Why is it not advised to use k-means for classification? It seems like a trivial extension of k-means clustering if you have labelled training data is to assign each centroid a label, and given a new piece of test data to classify it to the label corresponding to the centroid with the closest distance.
However, I could not find much online about the (ab)use of k-means clustering for this purpose, and people advise using just k-nearest neighbors or SVMs directly.
Why would (ab)using k-means clustering via this relatively straightforward method not yield good results?
 A: Where is the benefit of doing this?
A cluster found by KMeans may contain many different labels, so you decrease quality!
Just so nearest-neighbor classification.
But if you look into kNN classification literature, you will find different ways of reducing the "training" set. I am certain there is at least one paper suggesting to use k-means with a very large k to reduce redundancy in your training data. But you need to smartly handle clusters that contain more than one label.
A: I would say that k-means could be advised for classifitation following a different approach:
Let $C$ be the number of classes and $K$ the number of clusters. Now, follow these steps:


*

*Apply K-means clustering to the training data in each class seperately, using $K$ clusters per class.

*Assign a class label to each of the $C*K$ clusters.

*Classify observation $x$ to the class of the closest cluster.


I saw it on "The Elements of Statistical Learning". I changed the notation a little bit. It seems like a nice approach for classification that reduces data observations by using clusters.
A: Kmeans Clustering is a Cluster Algorithm to separate your data into different clusters. 
Of course you can assign each cluster a representing class.
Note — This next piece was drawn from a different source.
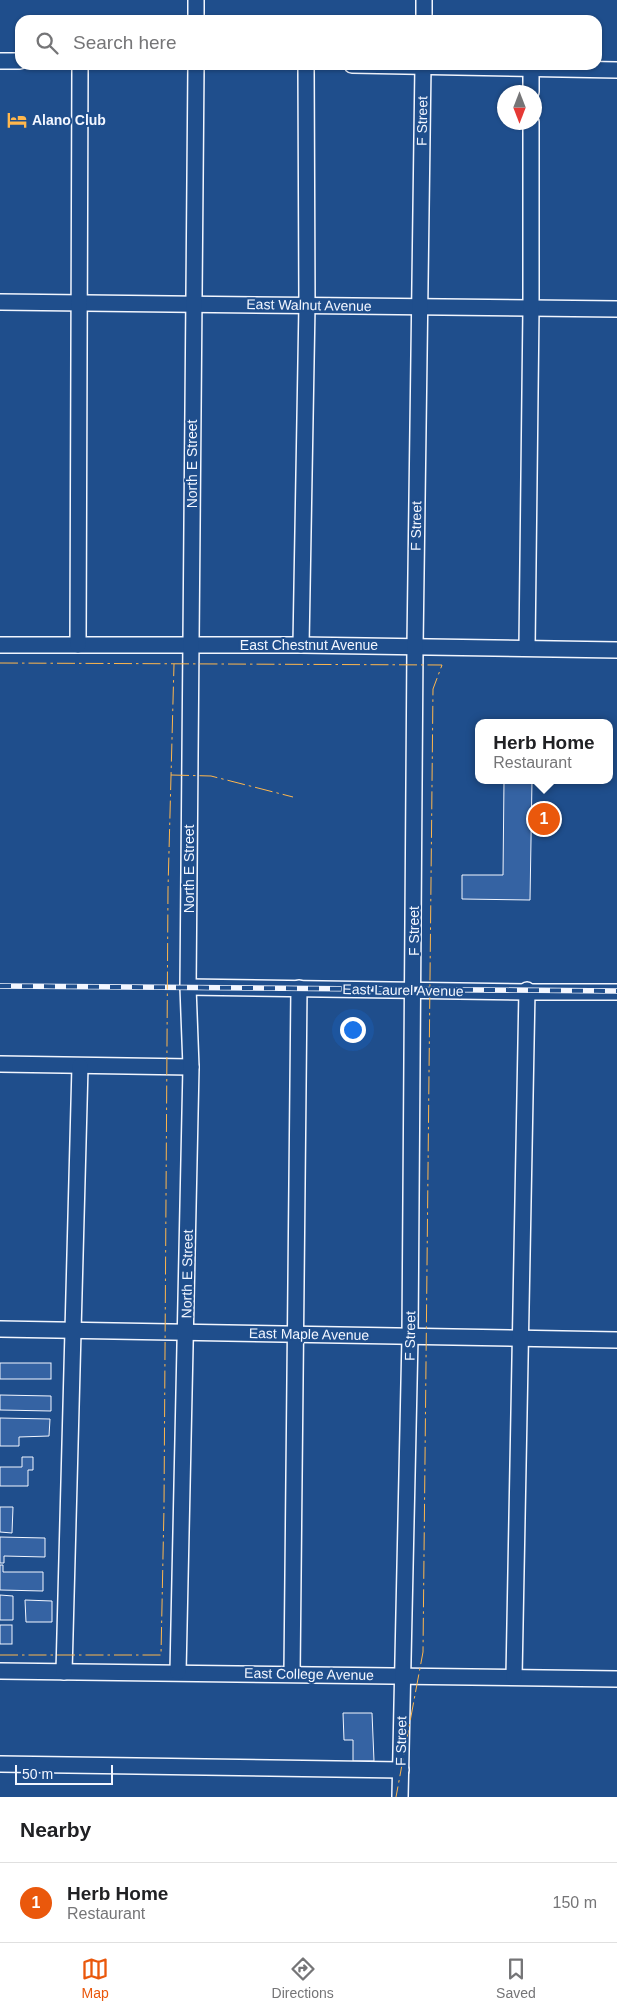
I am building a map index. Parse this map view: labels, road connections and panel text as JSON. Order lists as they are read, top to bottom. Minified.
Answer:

When you got an additional unknow point you calculate the distance to the nearest centroid (cluster center) and add this point to this cluster/class.
What does it mean is, that you would use for this classification task a k nearest neighbor approach, where you just look at the centers of the clusters as possible neighbors. 
So what we've got is a pretty simple classifier and of course there are better ways to classify data.